When the Urban Nomad Film Fest (城市游牧影展) started out as a party among friends in 2002, few would expect it to last. Fifteen years after, the annual festival has grown to become an important cultural event, where people come to share, engage and have fun through a series of film screenings, discussions and parties.
As in the past, this year’s festival features some of the most hilarious and thought-provoking indie films, covering topics ranging from art and youth subcultures to activism and social justice.
HUMAN RIGHTS ACTIVISM
Photo courtesy of Urban Nomad Film Festival
US-based Chinese director Wang Nanfu’s (王男?) Hooligan Sparrow exposes government surveillance and corruption in China.
Following the screening on May 21, Wang will discuss the difficulties human rights activists in China face — government interrogation, harassment, imprisonment — as well as her own run-ins with authorities.

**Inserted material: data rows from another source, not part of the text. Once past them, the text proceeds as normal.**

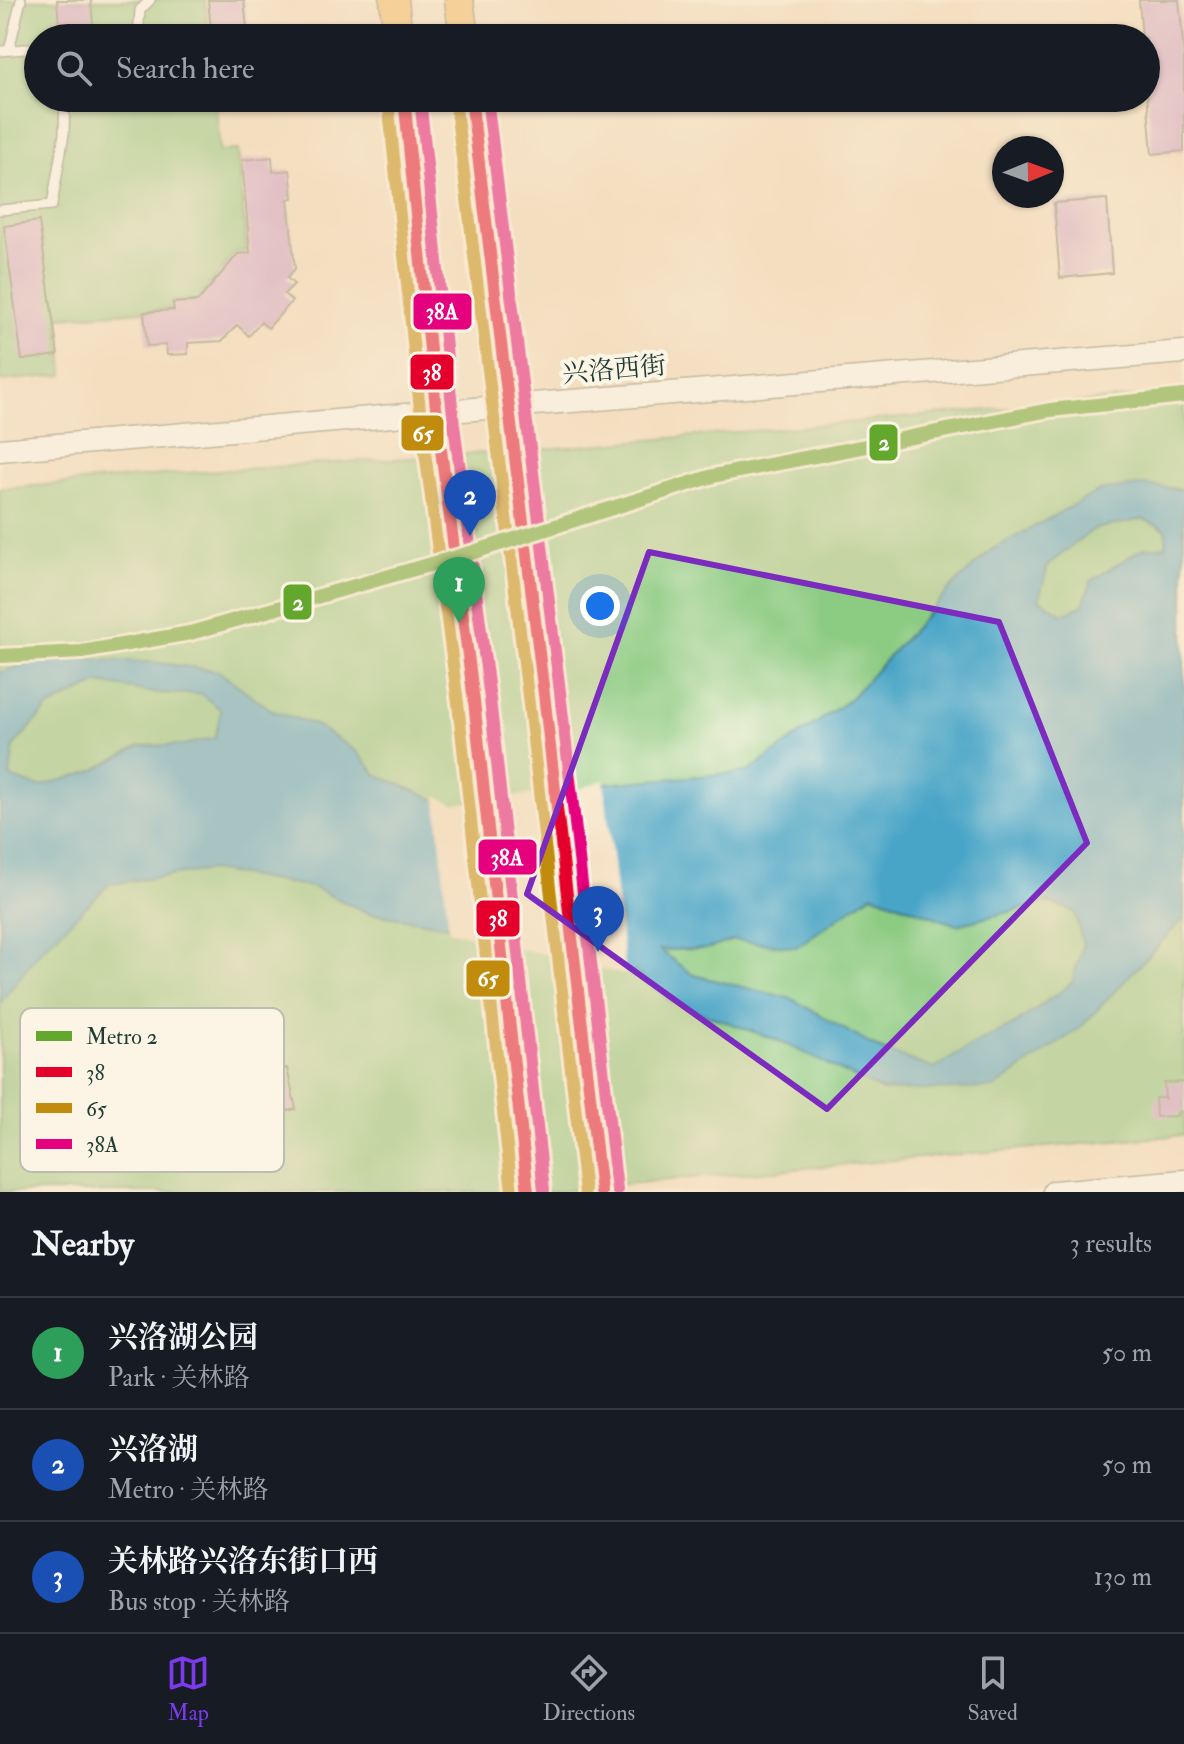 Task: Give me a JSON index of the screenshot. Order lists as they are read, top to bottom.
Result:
{
  "streets": {
    "street": ["兴洛西街"]
  },
  "lines": [
    "transit line 38",
    "transit line 65",
    "transit line 38A",
    "metro line 2"
  ],
  "legend": [
    "Metro 2",
    "38",
    "65",
    "38A"
  ],
  "north": "right",
  "page": {
    "search": "Search here",
    "pins": ["2", "1", "3"],
    "heading": ["Nearby", "3 results"],
    "list": [
      {
        "mark": "1",
        "name": "兴洛湖公园",
        "note": "Park · 关林路",
        "value": "50 m"
      },
      {
        "mark": "2",
        "name": "兴洛湖",
        "note": "Metro · 关林路",
        "value": "50 m"
      },
      {
        "mark": "3",
        "name": "关林路兴洛东街口西",
        "note": "Bus stop · 关林路",
        "value": "130 m"
      }
    ],
    "nav": ["Map", "Directions", "Saved"]
  }
}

Act and activism go hand in hand in Art War, which follows four young Egyptian graffiti artists and musicians as they take part in the peaceful revolution during and after the 2011 Arab Spring.
Photo courtesy of Urban Nomad Film Festival
The documentary makes an engaging exploration of arts as a powerful means of resistance and conveying personal politics.
The film’s director Marco Wilms will attend the festival and discuss his work in post-screening Q&A sessions.
MUSIC FOR THE MASSES
Photos courtesy of Urban Nomad Film Festival
Activism aside, music enthusiasts also have plenty to choose from the festival’s lineup of over 60 feature, documentary, short and music video works from France, Germany, Canada, Cambodia, Taiwan, Hong Kong and the US.
Rubble Kings, for example, brings the audience back to the streets of New York under gang control in the late 1960s and early 1970s and tells the long forgotten story of how gang members decided to stop bloodshed by throwing block parties, which gave birth to hip-hop culture.
Fans of Motorhead, Rammstein, Anvil and the likes may want to check out Wacken: the Movie, which delivers an exciting portrait of Wacken Open Air, the biggest heavy-metal festival in the world.
Meanwhile, Mad Tiger zooms in on New York-based Peelander-Z, which describes itself as a “Japanese action comic punk band hailing from the Z area of Planet Peelander.”
On Sunday, several filmmakers and musicians from Germany, Taiwan and the UK will discuss the issue of documenting music.